Questions to Consider
- Where will the data be shared publicly long term? Will all project data be shared in one repository, or will it be distributed across multiple disciplinary repositories?
- Is the entire group’s data going to be deposited long-term in one place? Is it advantageous for the data to be spread out among multiple online locations?
- Will your public data sharing plans cost money? How long can you expect the data to be available in those systems?
- In finding an appropriate repository for data deposit and public sharing, have you considered these important repository capabilities
- Are there data sensitivity issues?
- What justifications might you have to not share your data publicly? Could you share part of your data if you took more actions on it, e.g. deidentified human participants data?
- Who could you talk to find out more regarding policies and procedures on sharing sensitive data?
- Who will be the primary contact for the data?
- Who will be responsible if errors are found within the data, or if a potential user has technical questions? Or if a user is seeking to collaborate on their use of the data?

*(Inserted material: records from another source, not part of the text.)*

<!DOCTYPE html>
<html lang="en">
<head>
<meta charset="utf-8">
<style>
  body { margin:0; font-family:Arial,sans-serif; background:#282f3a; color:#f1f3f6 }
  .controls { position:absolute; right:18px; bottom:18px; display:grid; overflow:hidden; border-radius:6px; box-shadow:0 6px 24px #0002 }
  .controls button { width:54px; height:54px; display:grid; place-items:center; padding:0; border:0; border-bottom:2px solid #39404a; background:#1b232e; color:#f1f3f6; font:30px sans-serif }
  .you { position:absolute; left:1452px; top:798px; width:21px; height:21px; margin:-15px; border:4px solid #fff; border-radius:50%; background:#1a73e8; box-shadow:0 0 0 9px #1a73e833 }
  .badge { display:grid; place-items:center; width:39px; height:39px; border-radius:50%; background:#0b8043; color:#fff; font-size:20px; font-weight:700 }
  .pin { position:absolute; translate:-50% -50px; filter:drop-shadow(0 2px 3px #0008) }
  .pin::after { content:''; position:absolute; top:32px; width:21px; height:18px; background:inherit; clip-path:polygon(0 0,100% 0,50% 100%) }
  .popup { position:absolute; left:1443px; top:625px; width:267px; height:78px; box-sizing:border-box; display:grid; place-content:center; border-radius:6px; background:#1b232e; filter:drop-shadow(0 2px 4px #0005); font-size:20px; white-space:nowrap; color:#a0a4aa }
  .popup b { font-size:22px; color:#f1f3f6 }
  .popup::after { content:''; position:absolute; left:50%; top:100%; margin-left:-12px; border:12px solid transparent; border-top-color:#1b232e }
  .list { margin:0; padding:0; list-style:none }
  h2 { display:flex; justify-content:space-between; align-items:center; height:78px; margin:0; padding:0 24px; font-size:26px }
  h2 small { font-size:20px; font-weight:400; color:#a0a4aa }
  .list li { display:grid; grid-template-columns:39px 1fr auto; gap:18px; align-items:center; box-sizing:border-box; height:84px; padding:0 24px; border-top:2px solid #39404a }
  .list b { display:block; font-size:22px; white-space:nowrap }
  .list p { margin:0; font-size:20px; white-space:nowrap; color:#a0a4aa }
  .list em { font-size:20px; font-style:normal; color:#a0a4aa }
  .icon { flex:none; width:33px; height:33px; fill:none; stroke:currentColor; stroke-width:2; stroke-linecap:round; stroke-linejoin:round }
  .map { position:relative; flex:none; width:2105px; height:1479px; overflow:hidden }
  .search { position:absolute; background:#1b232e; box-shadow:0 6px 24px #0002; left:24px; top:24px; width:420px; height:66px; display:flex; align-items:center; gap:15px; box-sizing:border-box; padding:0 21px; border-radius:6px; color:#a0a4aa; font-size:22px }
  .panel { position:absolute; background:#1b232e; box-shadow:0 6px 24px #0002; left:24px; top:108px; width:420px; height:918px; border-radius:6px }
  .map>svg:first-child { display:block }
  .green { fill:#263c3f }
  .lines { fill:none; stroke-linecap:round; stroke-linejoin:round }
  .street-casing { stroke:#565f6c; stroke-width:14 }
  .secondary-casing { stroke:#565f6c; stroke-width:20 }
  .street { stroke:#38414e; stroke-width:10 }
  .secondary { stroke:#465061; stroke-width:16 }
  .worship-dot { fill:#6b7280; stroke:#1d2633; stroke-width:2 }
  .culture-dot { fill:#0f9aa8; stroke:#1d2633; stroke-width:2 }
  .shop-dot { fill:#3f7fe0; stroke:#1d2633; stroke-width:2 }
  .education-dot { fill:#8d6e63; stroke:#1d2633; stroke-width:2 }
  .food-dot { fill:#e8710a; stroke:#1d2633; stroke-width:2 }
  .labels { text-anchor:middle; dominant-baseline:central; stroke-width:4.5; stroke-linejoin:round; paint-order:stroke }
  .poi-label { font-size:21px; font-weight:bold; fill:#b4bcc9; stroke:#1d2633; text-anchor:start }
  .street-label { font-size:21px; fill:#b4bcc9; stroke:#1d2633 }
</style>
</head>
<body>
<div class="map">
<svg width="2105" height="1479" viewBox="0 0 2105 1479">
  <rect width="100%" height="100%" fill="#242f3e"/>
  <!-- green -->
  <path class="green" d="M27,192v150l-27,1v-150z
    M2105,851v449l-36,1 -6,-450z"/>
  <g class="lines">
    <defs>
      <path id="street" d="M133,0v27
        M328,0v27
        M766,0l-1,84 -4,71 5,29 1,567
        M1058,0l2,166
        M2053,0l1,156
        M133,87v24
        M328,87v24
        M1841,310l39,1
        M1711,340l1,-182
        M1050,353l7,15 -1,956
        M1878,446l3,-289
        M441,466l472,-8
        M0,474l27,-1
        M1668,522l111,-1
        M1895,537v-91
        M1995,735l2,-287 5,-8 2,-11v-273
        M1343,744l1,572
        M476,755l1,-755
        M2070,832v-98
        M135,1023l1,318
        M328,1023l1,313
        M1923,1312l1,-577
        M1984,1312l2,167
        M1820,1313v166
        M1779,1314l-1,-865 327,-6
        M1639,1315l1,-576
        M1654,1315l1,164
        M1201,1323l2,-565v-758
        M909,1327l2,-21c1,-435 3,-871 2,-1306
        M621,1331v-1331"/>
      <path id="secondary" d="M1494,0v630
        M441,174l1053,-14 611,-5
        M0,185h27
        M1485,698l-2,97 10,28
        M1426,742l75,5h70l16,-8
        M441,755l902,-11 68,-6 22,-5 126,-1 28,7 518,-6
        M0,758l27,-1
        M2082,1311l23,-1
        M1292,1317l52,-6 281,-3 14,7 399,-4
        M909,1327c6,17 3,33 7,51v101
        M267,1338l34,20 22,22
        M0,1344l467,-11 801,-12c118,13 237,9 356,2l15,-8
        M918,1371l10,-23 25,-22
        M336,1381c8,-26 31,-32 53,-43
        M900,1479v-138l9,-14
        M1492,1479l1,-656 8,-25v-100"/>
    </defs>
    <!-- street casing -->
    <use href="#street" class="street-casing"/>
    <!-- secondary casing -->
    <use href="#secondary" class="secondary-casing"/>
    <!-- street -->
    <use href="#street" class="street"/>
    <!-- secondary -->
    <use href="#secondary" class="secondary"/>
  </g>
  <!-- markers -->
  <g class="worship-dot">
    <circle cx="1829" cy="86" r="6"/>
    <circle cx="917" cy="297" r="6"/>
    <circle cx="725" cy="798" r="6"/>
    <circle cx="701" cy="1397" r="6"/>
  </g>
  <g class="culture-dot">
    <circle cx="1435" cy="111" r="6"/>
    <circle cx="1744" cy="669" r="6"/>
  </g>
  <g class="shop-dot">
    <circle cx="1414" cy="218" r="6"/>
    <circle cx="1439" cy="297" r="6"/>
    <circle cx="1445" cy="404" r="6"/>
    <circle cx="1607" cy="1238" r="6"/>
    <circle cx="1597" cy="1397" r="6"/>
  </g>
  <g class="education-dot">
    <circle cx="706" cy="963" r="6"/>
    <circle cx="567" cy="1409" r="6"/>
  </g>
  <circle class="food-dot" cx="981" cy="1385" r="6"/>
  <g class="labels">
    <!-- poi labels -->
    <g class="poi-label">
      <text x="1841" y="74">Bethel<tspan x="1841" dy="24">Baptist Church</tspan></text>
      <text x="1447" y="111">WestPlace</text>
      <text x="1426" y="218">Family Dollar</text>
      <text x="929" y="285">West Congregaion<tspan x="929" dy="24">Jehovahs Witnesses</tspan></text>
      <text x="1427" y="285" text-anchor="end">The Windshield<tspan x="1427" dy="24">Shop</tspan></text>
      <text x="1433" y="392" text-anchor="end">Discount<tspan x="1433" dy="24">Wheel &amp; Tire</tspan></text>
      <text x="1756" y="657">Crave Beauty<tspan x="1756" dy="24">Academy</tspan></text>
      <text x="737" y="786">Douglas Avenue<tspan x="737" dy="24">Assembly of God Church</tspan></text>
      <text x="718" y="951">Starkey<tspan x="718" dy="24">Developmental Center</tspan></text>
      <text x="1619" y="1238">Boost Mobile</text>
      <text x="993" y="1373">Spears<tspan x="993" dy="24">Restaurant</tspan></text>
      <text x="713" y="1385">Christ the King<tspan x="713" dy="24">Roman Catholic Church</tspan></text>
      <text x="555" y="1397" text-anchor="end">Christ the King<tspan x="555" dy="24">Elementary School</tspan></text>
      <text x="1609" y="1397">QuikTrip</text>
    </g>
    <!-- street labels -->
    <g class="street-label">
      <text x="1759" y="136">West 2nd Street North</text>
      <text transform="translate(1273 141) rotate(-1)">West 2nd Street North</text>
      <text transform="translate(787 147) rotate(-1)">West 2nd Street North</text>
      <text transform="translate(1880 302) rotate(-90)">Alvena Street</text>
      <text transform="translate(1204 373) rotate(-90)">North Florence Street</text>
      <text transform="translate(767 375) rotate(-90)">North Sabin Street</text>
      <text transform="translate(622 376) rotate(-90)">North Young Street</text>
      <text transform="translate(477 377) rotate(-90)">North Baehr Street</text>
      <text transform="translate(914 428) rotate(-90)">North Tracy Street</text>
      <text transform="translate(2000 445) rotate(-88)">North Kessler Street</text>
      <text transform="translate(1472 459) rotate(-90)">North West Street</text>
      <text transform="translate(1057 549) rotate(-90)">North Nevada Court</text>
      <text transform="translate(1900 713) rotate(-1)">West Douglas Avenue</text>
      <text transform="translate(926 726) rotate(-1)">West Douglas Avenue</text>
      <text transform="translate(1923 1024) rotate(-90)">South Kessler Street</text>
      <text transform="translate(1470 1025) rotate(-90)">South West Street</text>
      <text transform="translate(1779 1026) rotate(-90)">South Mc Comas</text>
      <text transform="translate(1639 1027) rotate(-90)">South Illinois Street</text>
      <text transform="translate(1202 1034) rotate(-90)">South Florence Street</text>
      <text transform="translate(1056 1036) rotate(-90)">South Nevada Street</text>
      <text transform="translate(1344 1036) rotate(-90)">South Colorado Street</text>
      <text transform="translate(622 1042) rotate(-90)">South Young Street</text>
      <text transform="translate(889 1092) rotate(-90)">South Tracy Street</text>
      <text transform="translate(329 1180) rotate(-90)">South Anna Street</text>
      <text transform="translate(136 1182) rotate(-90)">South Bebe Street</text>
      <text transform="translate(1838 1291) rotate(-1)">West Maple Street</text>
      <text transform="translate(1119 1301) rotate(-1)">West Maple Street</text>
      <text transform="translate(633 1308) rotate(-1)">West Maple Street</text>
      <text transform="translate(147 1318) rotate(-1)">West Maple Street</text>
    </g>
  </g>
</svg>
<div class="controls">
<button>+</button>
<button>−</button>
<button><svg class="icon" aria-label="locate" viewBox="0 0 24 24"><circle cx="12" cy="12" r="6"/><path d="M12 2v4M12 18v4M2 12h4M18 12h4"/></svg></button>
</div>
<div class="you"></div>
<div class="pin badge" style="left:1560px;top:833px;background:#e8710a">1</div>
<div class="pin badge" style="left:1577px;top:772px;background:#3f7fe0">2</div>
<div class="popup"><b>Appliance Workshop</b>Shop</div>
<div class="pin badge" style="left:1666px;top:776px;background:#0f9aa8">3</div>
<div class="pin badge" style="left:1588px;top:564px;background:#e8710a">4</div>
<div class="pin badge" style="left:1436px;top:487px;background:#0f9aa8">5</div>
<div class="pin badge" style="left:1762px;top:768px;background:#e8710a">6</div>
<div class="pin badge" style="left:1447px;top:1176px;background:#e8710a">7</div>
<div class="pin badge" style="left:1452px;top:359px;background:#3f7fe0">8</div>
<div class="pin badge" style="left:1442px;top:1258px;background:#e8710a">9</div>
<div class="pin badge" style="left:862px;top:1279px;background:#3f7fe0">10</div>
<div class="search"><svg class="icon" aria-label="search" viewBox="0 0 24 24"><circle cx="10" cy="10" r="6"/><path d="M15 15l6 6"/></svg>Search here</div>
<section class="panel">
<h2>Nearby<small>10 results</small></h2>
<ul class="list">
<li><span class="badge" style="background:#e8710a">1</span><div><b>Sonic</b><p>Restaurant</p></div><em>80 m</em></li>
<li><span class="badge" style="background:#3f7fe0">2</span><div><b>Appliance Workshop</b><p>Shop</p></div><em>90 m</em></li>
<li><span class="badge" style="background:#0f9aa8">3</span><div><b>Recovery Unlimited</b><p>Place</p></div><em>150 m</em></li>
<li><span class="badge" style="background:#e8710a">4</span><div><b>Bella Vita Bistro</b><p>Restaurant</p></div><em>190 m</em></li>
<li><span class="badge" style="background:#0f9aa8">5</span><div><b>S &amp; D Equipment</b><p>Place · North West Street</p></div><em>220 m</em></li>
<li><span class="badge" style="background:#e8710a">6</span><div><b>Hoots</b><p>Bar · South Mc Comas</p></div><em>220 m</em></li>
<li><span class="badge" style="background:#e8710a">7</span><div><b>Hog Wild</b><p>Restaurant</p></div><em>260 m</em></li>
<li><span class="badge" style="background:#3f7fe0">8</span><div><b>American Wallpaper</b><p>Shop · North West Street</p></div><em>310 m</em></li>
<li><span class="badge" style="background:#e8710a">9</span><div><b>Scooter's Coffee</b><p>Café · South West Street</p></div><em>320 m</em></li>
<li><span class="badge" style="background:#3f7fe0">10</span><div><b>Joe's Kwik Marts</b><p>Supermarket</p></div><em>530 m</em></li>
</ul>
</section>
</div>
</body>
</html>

3.2 Creating Reusable Data
Introduction
Despite the data being as open as possible, many data issues can still arise preventing it from being reusable. A lack of a well-written data dictionary, numeric column headers, and explanation for data sources can make the data practically unusable to someone trying to build on your work. In interdisciplinary projects, where the diversity of data & collection tools can make it even more difficult for an outsider to ascertain how data was collected, what each data table means, and how it could be used for their own purpose. While this is more work in the short term, documenting data collection methods, leaving extensive data dictionaries, organizing the data in an understandable & readable way, ect.; ultimately ensures that your data can be useful long into the future by both the creators of the data and others in the future.
If your spreadsheet contains columns/rows without identifiers, are connected in ways that aren’t documented, or has so many files that it would be impossible for someone not on the project to understand - then it will be more difficult for future researchers looking to use the data. Your data should always carry supplemental information with explanation, particularly when that data is going to be in long term archiving at a project’s end.
Questions to Consider
- How easy is it for an outsider to interpret your data? What accompanying explanation will it require? Does the dataset link to that explanation?
- Would an outsider be able to understand your data by looking at the raw or analyzed files? Would they be able to open, interpret and visualize them? Would the data require special software to access?
- Would an outsider be able to understand your data by looking at the raw or analyzed files? Would they be able to open, interpret and visualize them? Would the data require special software to access?
- Is the data searchable? If so, through which databases?
- How would someone find your data? (e.g. a digital object identifier, journal article, Google, additional databases)